We steal your admission price and then we get away to do it again!

Ocean's Twelve (2004) Rated PG-13 120 minutes | 2.5 stars out of 5

In the words of a long-dead Frenchman, "Deliver me first from the pain of subjugation and oppression, second from the fear of death, and third from the waste of potential."

Okay, so I lied. I made that quote up. But the third part of it applies most ably to the poor and underwhelming Ocean's Twelve, with a cast so star-studded it makes Tiffany's look like a chocolate shop selling candy rings to school children.

What 2001's Ocean Eleven did nearly flawlessly, Ocean's Twelve stumbles and bungles through painfully, even somewhat dangerously, as plot-thin sequences devolve into silliness (Julia Roberts as the returning character Tess, who is forced to act as Julia Roberts), and characters suffer crushingly weak development (Matt Damon as the son of two thieves, who must learn not just the art and craft, but the professionalism of thievery). While it's a stretch to say that Ocean's Twelve is bad per se, it really is too much to give it any props.

Even the spunky playfulness of director Steven Soderbergh seems stale and uninspired, utilizing weak fresh-out-of-film-school techniques that would make Darren Aranofsky blush, covering for a hopelessly meandering, slow-paced steamship wreck of a script by George Nolfi, whose sole previous credit is the abominable Timeline.

If you thought Ocean's Eleven had a complicated plot, try this on for size:

Given the over-involved plot, it's not hard to see why none of the original characters get any real "play". Pitt has little to do besides eat chips and smile disarmingly as he engages with Zeta-Jones in a pseudo-professional thief versus policewoman battle of the sexes and wills. Clooney is wasted, as his role as planner is reduced to a few flashbacks and a group argument over their name as "Ocean's Eleven".

The other minor characters (played by Scott Caan, Casey Affleck, Bernie Mac, Shaobo Qin, Don Cheadle, Carl Reiner, Eddie Jemison, and Elliot Gould) also lack for development and involvement.
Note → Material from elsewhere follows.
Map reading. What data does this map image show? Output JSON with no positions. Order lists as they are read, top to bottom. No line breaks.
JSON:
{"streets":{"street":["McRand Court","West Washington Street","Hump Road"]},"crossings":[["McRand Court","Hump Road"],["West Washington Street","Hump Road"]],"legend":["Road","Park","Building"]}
Indeed, the entire plot is a sham, a heist of imagination, suspense, excitement, and adrenaline; everything that Ocean's Eleven offered in full has been reduced to a lot of glitter, but not much else.

What's sad about it all is the wasted potential of everything this sequel had to offer. A cast as good (and huge) as this should not have to work with such an assembly of meandering, unimaginative, illogical plotlines. Their talent, as well as the talent of Soderbergh, has been spent on a poor excuse for a story; their characters lack proper motivation, their actions seem fetid and logy, written by rote and performed by routine.
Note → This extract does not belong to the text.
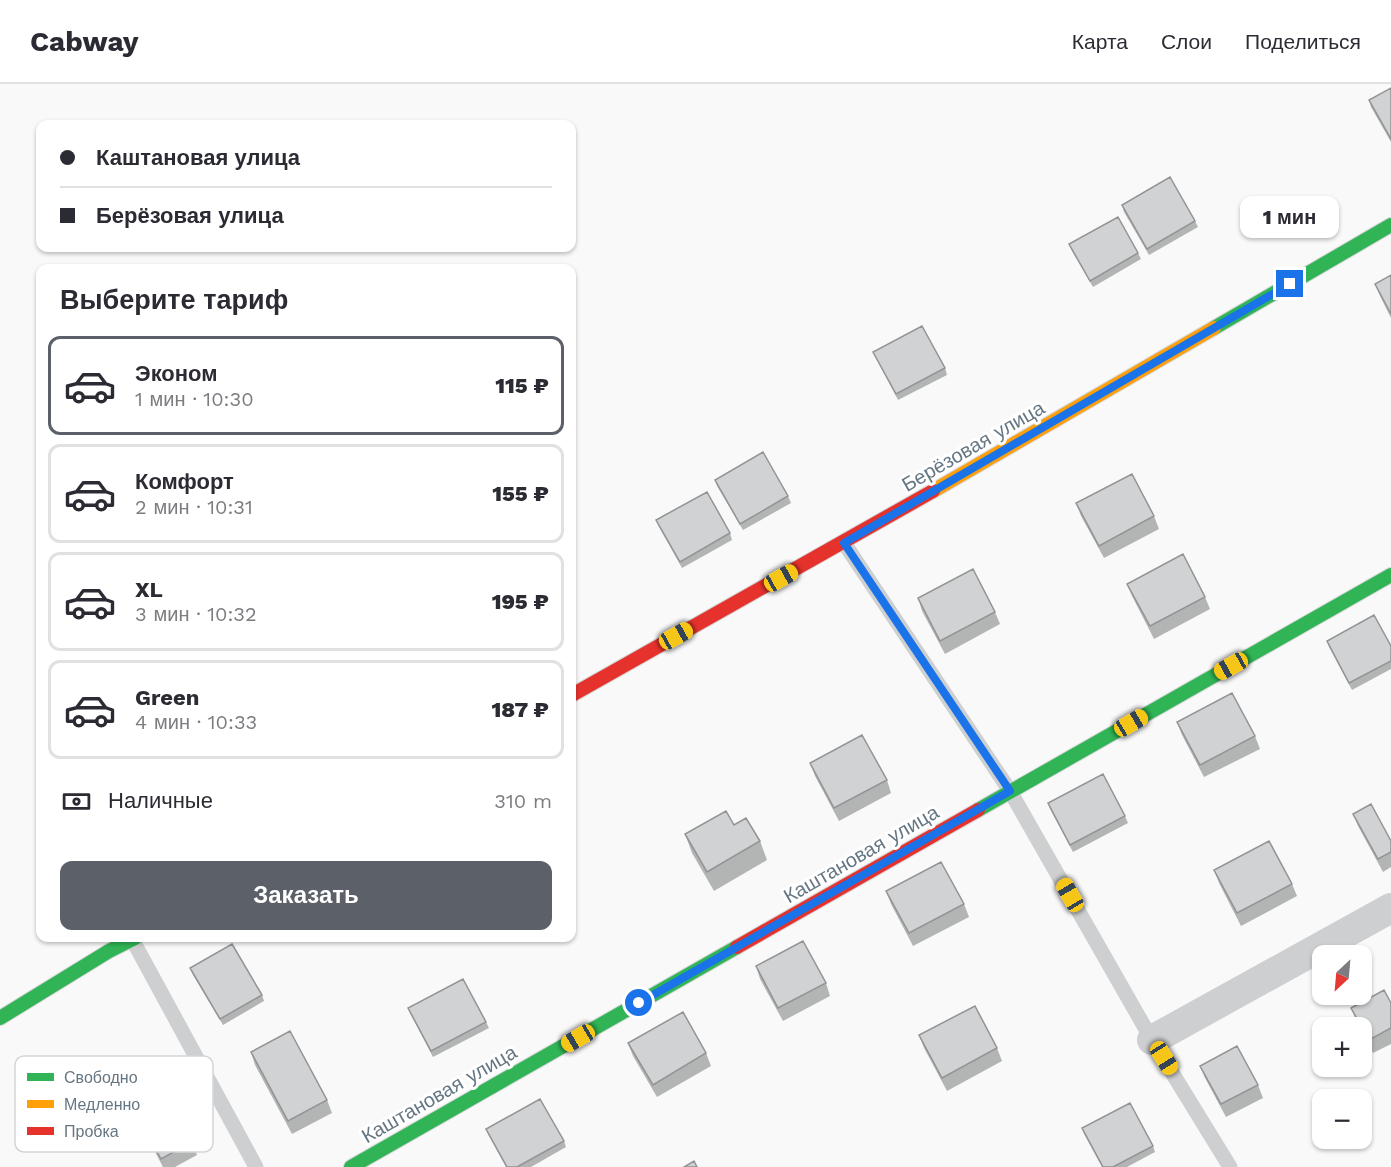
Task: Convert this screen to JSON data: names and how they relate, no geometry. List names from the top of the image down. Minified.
{"streets":{"street":["Берёзовая улица","Каштановая улица"]},"legend":["Свободно","Медленно","Пробка"],"north":"bottom left","page":{"header":"Cabway","nav":["Карта","Слои","Поделиться"],"banner":["Каштановая улица","Берёзовая улица"],"bubble":"1 мин","heading":"Выберите тариф","list":[{"name":"Эконом","note":"1 мин · 10:30","value":"115 ₽"},{"name":"Комфорт","note":"2 мин · 10:31","value":"155 ₽"},{"name":"XL","note":"3 мин · 10:32","value":"195 ₽"},{"name":"Green","note":"4 мин · 10:33","value":"187 ₽"}],"pay":["Наличные","310 m"],"buttons":"Заказать","map_buttons":["+","−"]}}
The worst crime of all is that all their work from the first movie is negated by the fact that in between their casino heist and Terry Benedict's ultimatum in the second, they have all become weenies and wimps. In robbing Peter to pay Paul, they essentially undo their reputations as derring-do operators taking down "the Man". By Ocean's Twelve, they're working for the Man. It's depressing, that's all.
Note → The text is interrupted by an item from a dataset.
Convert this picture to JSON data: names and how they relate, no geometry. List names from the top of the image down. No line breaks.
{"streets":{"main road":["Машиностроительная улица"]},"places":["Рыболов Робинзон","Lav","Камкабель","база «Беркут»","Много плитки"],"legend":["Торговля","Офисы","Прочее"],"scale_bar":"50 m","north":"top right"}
For all the hype pre-publicity generated for it (several showings were sold out hours before showtime on Friday night in my town), Ocean's Twelve really is a weak and wasted movie. Its few redeeming qualities are so overwhelmed by its mechanical, energy-less story and illogical schemes that by its end, one is thankful for the release. Ocean's Twelve did succeed in one scheme: it took my six bucks and left me feeling disappointed. It's one con I don't want to fall for again.
(NOTE: Jeremiah Lewis of Fringe reviews films both at his site and American Digest. Lewis can be reached directly at )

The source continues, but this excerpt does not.